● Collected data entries

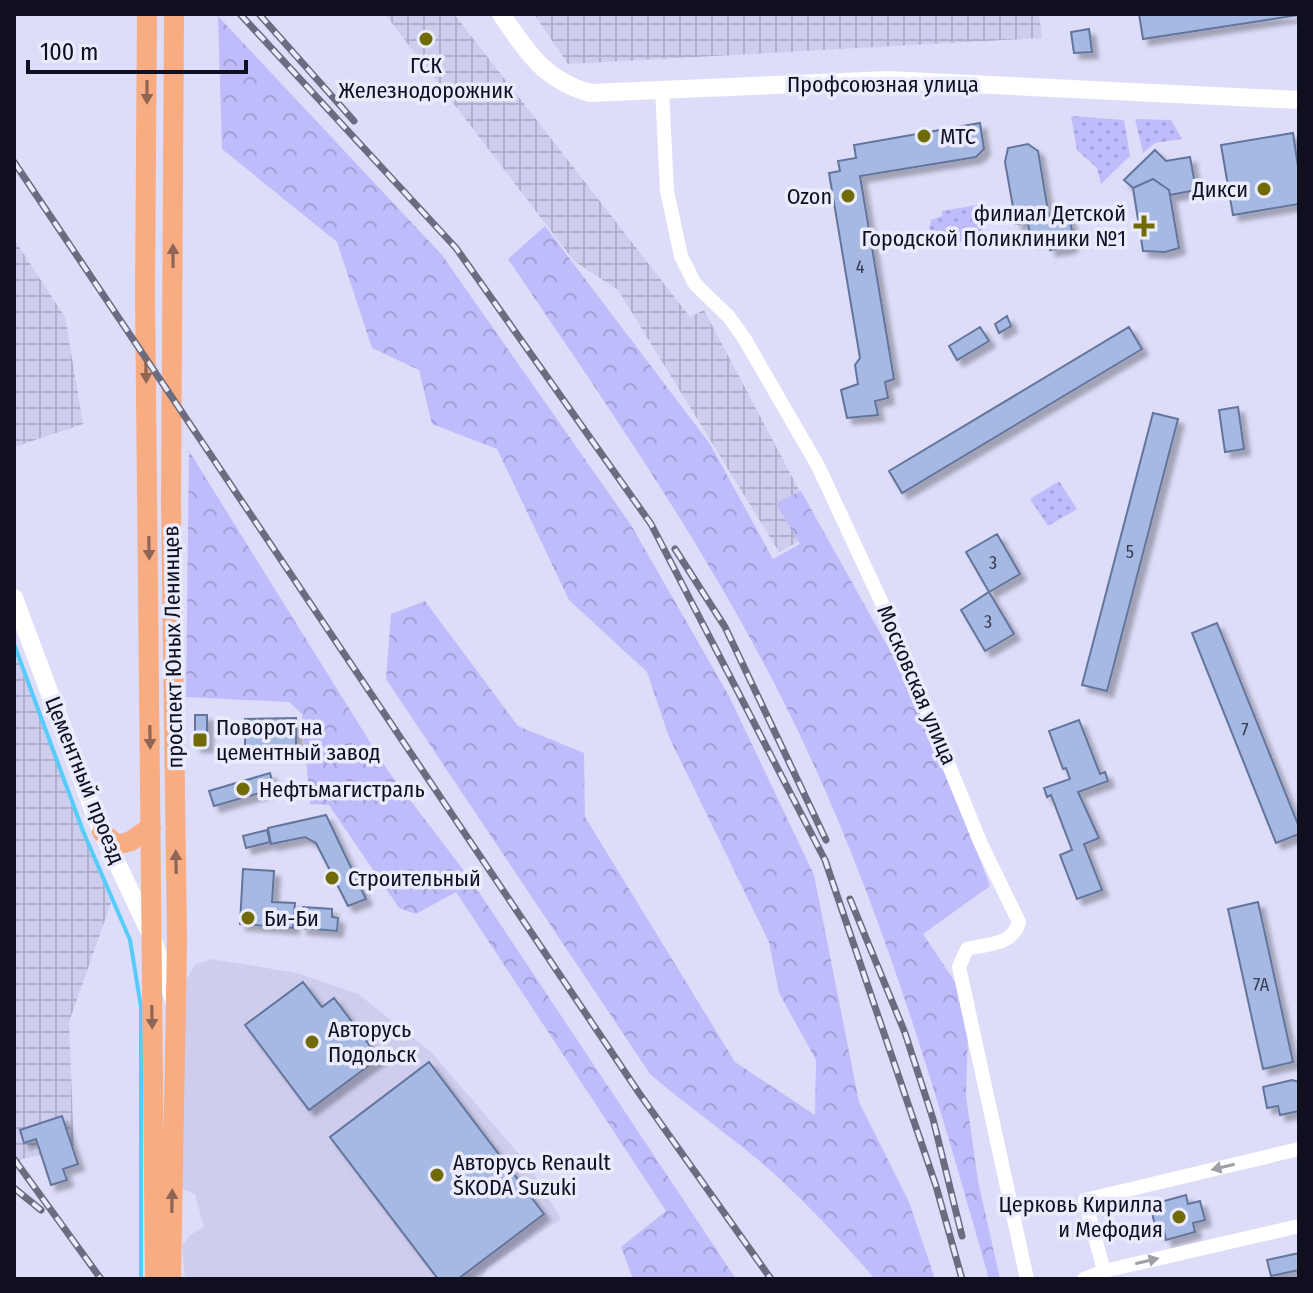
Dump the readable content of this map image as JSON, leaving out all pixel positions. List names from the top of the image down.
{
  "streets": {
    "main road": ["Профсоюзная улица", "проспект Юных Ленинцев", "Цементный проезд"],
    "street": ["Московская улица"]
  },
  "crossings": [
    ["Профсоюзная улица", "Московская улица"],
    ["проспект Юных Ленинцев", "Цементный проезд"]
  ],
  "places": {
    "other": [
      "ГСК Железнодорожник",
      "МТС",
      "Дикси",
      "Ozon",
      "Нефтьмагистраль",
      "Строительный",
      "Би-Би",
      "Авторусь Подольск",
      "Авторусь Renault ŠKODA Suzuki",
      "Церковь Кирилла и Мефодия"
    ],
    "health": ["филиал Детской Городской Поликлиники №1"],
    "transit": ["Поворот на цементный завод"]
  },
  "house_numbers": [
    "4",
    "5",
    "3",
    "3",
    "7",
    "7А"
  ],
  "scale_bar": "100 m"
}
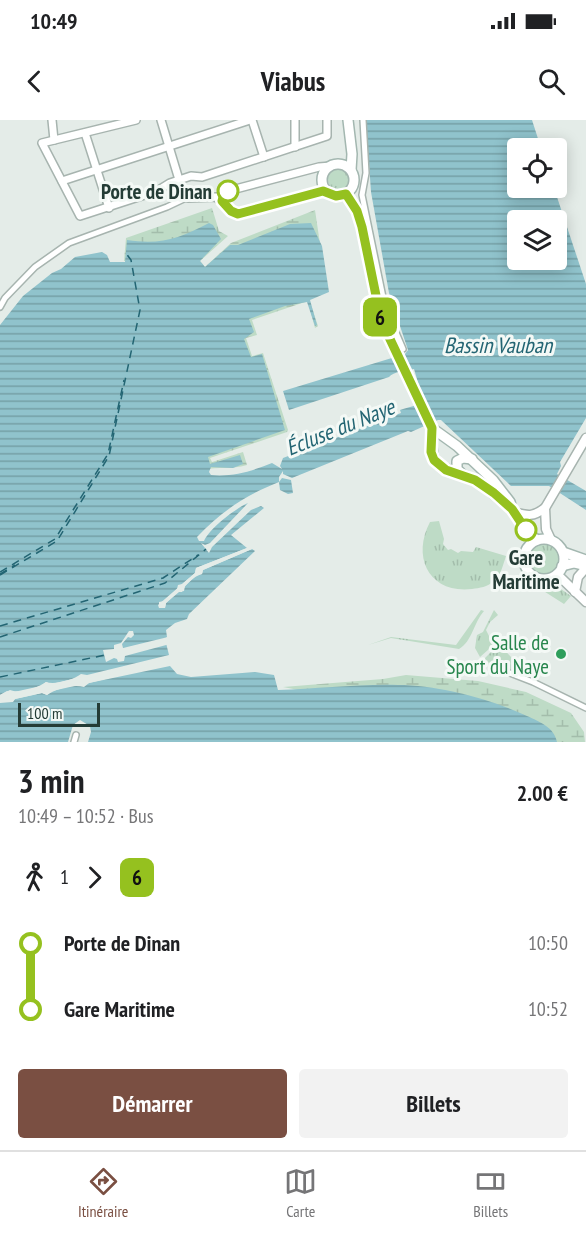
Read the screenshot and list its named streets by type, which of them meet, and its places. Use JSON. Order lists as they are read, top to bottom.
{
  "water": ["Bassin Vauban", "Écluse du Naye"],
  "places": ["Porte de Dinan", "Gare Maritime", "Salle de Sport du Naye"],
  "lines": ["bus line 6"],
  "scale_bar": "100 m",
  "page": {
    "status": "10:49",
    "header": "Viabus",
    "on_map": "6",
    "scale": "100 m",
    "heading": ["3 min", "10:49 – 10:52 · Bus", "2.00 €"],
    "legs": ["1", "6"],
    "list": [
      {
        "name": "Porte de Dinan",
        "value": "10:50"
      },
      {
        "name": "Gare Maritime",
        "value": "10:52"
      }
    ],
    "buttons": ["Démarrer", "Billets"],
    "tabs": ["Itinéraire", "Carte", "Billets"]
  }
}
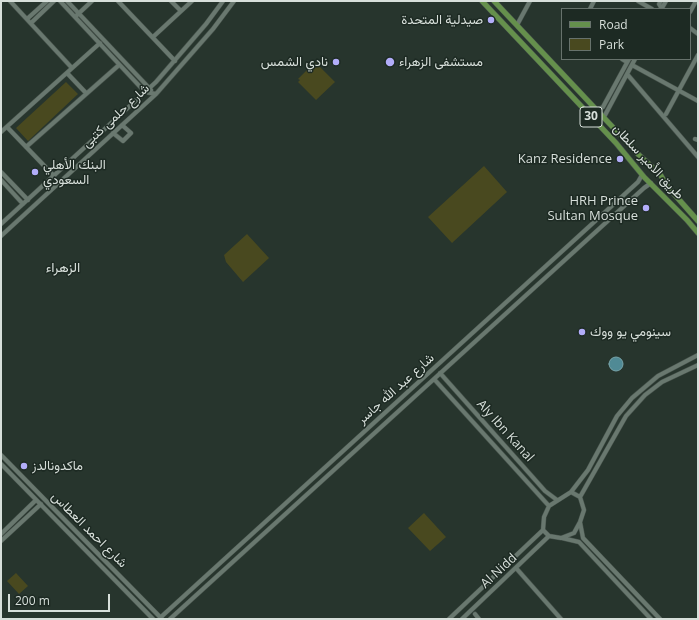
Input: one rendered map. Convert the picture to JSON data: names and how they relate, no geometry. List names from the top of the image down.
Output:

● Task instructions
Every line of the records above should be copied exactly, while the pictures are left behind.

● Solution below
Dump the readable content of this map image as JSON, leaving out all pixel positions. List names from the top of the image down.
{
  "streets": {
    "main road": ["Профсоюзная улица", "проспект Юных Ленинцев", "Цементный проезд"],
    "street": ["Московская улица"]
  },
  "crossings": [
    ["Профсоюзная улица", "Московская улица"],
    ["проспект Юных Ленинцев", "Цементный проезд"]
  ],
  "places": {
    "other": [
      "ГСК Железнодорожник",
      "МТС",
      "Дикси",
      "Ozon",
      "Нефтьмагистраль",
      "Строительный",
      "Би-Би",
      "Авторусь Подольск",
      "Авторусь Renault ŠKODA Suzuki",
      "Церковь Кирилла и Мефодия"
    ],
    "health": ["филиал Детской Городской Поликлиники №1"],
    "transit": ["Поворот на цементный завод"]
  },
  "house_numbers": [
    "4",
    "5",
    "3",
    "3",
    "7",
    "7А"
  ],
  "scale_bar": "100 m"
}
Read the screenshot and list its named streets by type, which of them meet, and its places. Use JSON. Order lists as they are read, top to bottom.
{
  "water": ["Bassin Vauban", "Écluse du Naye"],
  "places": ["Porte de Dinan", "Gare Maritime", "Salle de Sport du Naye"],
  "lines": ["bus line 6"],
  "scale_bar": "100 m",
  "page": {
    "status": "10:49",
    "header": "Viabus",
    "on_map": "6",
    "scale": "100 m",
    "heading": ["3 min", "10:49 – 10:52 · Bus", "2.00 €"],
    "legs": ["1", "6"],
    "list": [
      {
        "name": "Porte de Dinan",
        "value": "10:50"
      },
      {
        "name": "Gare Maritime",
        "value": "10:52"
      }
    ],
    "buttons": ["Démarrer", "Billets"],
    "tabs": ["Itinéraire", "Carte", "Billets"]
  }
}
Input: one rendered map. Convert the picture to JSON data: names and how they relate, no geometry. List names from the top of the image down.
Output:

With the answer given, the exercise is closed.